By then, the tale had also appeared in a 1978 history of CBS News. The Encyclopedia of Television included it in its entry on Cronkite.

When Cronkite died last month, The Associated Press published it in his obituary.

Turns out, no evidence nor accounts uncovered thus far confirm its truth. Not Cronkiters. Not cronkiters. Not with a “k” instead of a “c.” Not in Holland (which was added to the mix along the way) any more than in Sweden.

That’s really the way it is.

“I personally have never heard it,” Olof Hulten, a veteran communications researcher and media educator in Kalmar, Sweden, said when asked about the term “cronkiter.” “But he was a good anchorman, Mr. Cronkite,” Hulten added.

Meanwhile, Radio Netherlands Worldwide’s Expert Desk (which assists fellow media professionals elsewhere on the globe) similarly came up dry.

“No one (at Radio Netherlands) has heard of the term,” said Michael Walraven in an e-mail. “I would assume that the term in Holland is unknown.”

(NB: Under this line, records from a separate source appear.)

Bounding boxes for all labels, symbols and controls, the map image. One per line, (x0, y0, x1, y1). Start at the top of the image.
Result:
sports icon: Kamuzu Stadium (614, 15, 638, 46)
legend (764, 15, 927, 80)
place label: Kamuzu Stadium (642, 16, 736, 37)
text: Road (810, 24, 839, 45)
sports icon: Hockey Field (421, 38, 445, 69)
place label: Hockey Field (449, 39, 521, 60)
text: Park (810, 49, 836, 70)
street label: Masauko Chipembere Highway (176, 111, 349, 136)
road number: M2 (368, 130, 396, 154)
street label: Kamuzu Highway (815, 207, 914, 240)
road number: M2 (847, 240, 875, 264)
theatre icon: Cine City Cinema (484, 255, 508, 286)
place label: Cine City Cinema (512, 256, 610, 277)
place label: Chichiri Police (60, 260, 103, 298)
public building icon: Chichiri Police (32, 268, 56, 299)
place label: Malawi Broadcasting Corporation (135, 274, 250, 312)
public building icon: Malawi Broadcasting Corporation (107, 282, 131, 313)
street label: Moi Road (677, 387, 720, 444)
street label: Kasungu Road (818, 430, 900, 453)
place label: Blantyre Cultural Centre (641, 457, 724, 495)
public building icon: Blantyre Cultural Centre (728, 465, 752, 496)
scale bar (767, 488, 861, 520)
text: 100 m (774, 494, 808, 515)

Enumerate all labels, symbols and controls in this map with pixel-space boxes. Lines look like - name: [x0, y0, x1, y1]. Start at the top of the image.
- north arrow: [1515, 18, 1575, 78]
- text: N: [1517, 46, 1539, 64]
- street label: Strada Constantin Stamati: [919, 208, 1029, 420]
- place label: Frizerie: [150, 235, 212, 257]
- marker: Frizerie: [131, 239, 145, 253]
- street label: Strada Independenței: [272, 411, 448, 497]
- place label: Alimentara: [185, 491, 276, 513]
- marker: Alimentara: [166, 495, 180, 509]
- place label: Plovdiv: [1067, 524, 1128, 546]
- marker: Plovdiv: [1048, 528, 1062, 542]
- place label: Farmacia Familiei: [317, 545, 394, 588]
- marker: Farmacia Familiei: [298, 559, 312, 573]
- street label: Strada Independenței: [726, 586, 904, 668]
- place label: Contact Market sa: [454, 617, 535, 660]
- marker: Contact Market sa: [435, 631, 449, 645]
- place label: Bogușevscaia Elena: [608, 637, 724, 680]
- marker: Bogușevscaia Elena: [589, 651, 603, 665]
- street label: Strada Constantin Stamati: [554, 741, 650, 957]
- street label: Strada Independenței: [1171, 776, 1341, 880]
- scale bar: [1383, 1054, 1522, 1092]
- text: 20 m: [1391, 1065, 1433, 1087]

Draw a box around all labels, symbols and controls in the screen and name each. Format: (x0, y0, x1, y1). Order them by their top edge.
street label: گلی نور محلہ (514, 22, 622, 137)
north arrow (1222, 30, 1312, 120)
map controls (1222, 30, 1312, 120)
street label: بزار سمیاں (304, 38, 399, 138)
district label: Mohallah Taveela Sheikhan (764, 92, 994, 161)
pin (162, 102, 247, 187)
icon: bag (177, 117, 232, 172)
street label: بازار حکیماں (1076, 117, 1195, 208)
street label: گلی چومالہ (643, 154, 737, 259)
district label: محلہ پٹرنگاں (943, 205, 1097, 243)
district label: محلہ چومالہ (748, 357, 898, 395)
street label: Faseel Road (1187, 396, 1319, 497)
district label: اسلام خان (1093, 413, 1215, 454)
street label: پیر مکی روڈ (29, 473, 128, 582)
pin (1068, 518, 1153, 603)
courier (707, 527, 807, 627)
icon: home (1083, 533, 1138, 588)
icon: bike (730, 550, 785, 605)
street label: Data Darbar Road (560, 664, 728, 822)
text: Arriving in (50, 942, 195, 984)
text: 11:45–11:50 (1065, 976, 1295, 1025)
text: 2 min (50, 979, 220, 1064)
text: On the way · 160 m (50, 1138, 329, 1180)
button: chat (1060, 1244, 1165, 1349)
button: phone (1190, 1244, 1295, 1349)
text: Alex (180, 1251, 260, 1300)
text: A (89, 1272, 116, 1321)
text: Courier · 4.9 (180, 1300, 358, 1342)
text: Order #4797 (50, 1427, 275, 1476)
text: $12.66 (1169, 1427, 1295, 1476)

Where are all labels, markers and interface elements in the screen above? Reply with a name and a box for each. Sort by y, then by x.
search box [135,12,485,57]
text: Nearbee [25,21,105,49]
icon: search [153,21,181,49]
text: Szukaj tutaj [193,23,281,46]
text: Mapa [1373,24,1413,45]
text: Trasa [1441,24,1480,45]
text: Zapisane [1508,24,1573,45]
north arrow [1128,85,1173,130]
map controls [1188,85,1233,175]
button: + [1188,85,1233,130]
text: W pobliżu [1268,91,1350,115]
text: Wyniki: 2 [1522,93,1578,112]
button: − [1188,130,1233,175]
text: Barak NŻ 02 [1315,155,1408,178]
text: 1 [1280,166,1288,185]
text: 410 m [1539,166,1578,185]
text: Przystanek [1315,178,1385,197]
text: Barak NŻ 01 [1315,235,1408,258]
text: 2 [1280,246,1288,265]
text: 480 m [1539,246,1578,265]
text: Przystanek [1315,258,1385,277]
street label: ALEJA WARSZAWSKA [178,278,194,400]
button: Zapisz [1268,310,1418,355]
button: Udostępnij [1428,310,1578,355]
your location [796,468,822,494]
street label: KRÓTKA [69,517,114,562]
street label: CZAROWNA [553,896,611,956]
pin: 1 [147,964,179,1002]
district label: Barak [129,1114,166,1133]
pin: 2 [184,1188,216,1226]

Also likely to remain unknown is how this tale got started. Its two most prominent proponents are unavailable for questioning — Halberstam died in 2007 and Cronkite died July 17.

But why the myth of “cronkiter” took hold is a no-brainer. Maybe literally.

The story was not only delightful but seemed plausible enough. It served the narrative of Cronkite and the national respect accorded him, especially in tributes appearing at his death. Darned important people vouched for it.

Most of all, it had been around long enough to seem like unassailable fact to those who had already “known” it for years.